Content starts

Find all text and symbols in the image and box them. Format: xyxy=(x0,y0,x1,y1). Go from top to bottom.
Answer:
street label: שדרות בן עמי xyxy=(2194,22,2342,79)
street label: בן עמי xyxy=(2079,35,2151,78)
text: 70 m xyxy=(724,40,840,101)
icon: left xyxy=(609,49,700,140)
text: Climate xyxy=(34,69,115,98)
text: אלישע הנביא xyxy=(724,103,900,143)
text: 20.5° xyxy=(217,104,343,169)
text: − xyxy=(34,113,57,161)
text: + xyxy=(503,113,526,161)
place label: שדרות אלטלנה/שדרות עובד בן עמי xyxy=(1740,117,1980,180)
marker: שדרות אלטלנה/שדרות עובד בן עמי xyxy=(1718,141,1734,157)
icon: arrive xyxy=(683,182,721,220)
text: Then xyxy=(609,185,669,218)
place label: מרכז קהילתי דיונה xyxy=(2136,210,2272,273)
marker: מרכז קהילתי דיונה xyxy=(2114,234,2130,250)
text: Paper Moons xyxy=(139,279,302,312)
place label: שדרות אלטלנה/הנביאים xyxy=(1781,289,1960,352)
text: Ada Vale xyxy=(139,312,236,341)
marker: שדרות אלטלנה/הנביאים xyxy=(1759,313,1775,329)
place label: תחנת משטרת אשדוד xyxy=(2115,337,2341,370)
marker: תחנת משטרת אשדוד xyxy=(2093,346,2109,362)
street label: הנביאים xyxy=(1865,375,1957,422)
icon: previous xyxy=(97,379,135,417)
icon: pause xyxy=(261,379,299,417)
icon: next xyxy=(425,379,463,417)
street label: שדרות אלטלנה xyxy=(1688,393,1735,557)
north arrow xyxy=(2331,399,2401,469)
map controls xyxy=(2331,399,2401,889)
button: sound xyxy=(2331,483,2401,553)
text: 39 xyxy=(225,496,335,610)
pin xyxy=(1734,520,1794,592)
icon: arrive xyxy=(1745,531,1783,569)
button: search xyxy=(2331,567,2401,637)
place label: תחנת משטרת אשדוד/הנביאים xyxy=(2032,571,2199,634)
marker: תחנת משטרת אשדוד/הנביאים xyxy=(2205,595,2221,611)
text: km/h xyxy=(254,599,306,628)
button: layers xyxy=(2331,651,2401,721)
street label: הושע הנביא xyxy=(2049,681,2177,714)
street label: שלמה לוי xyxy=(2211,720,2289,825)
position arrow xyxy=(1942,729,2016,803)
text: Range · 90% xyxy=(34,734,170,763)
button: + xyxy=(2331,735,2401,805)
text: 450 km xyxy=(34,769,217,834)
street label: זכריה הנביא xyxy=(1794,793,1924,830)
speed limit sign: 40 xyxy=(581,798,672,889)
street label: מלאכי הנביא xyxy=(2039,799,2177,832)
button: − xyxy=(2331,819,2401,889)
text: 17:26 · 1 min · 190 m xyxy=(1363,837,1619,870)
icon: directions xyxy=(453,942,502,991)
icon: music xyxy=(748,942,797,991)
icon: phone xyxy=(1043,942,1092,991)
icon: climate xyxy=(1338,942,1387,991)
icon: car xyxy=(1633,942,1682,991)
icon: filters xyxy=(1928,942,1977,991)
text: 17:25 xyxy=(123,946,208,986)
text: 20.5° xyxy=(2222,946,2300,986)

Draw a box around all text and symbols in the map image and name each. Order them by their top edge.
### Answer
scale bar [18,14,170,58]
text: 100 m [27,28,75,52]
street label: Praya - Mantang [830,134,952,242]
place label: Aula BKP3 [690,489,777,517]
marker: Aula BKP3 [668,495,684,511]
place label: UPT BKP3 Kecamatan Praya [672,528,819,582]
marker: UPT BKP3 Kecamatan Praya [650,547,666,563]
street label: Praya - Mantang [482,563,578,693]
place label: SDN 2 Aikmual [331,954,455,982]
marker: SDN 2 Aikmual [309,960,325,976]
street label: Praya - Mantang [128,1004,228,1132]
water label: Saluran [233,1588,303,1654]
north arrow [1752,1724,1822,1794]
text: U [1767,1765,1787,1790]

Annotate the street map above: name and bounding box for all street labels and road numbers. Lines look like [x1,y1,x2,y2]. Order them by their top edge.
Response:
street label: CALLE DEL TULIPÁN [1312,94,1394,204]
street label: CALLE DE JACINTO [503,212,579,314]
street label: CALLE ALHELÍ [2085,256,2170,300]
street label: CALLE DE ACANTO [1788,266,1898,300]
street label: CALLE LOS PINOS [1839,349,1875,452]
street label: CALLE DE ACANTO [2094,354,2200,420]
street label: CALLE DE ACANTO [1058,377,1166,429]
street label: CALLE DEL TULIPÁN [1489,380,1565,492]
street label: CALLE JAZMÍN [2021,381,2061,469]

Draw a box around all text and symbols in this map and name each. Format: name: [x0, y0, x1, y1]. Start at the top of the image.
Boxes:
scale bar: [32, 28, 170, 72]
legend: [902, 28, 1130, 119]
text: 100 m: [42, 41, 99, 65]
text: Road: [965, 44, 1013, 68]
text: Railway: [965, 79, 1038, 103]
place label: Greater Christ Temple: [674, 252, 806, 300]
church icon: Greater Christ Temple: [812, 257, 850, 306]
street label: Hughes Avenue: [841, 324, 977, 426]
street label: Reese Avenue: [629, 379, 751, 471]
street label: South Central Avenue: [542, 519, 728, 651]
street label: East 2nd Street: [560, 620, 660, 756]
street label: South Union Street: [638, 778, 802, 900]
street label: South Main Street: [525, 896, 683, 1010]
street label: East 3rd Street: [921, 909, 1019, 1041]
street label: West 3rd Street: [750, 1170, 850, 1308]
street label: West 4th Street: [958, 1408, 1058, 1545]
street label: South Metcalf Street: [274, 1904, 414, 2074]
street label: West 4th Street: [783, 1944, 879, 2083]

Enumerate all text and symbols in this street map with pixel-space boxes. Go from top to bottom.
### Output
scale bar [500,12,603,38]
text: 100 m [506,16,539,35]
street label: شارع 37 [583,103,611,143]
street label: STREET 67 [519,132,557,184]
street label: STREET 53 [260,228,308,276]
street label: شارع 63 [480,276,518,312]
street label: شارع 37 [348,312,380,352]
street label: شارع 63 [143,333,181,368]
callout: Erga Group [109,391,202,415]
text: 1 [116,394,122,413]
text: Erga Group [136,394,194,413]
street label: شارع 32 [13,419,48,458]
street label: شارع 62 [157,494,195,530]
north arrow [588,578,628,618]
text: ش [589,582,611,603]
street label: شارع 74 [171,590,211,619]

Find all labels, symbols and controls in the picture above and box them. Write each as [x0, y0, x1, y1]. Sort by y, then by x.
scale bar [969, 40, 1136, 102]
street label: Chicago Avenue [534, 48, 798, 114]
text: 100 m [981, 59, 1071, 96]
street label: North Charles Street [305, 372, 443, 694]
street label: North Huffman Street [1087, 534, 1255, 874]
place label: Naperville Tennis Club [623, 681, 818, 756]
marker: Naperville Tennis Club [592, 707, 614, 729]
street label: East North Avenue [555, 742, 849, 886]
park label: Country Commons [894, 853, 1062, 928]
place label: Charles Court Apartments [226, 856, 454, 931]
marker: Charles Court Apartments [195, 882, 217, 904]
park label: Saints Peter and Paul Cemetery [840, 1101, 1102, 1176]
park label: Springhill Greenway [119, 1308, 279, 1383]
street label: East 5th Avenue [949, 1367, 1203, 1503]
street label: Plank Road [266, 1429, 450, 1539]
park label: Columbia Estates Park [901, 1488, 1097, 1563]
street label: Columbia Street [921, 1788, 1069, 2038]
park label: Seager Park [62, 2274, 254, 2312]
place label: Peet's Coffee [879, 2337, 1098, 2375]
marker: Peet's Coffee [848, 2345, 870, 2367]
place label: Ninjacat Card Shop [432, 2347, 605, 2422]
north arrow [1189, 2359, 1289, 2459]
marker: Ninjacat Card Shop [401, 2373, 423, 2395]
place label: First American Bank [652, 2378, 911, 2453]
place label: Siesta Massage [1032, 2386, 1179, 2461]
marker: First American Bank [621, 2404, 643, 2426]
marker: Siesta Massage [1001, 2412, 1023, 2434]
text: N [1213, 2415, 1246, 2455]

Content ends

● EXERCISE DETAILS: Set down, exactly as they stand above, the lines starting with the line with "Annotate the street" and going on through the line with "Draw a box around all text and symbols in this", and no others.

● RESPONSE TO THE TASK:
Annotate the street map above: name and bounding box for all street labels and road numbers. Lines look like [x1,y1,x2,y2]. Order them by their top edge.
Response:
street label: CALLE DEL TULIPÁN [1312,94,1394,204]
street label: CALLE DE JACINTO [503,212,579,314]
street label: CALLE ALHELÍ [2085,256,2170,300]
street label: CALLE DE ACANTO [1788,266,1898,300]
street label: CALLE LOS PINOS [1839,349,1875,452]
street label: CALLE DE ACANTO [2094,354,2200,420]
street label: CALLE DE ACANTO [1058,377,1166,429]
street label: CALLE DEL TULIPÁN [1489,380,1565,492]
street label: CALLE JAZMÍN [2021,381,2061,469]

Draw a box around all text and symbols in this map and name each. Format: name: [x0, y0, x1, y1]. Start at the top of the image.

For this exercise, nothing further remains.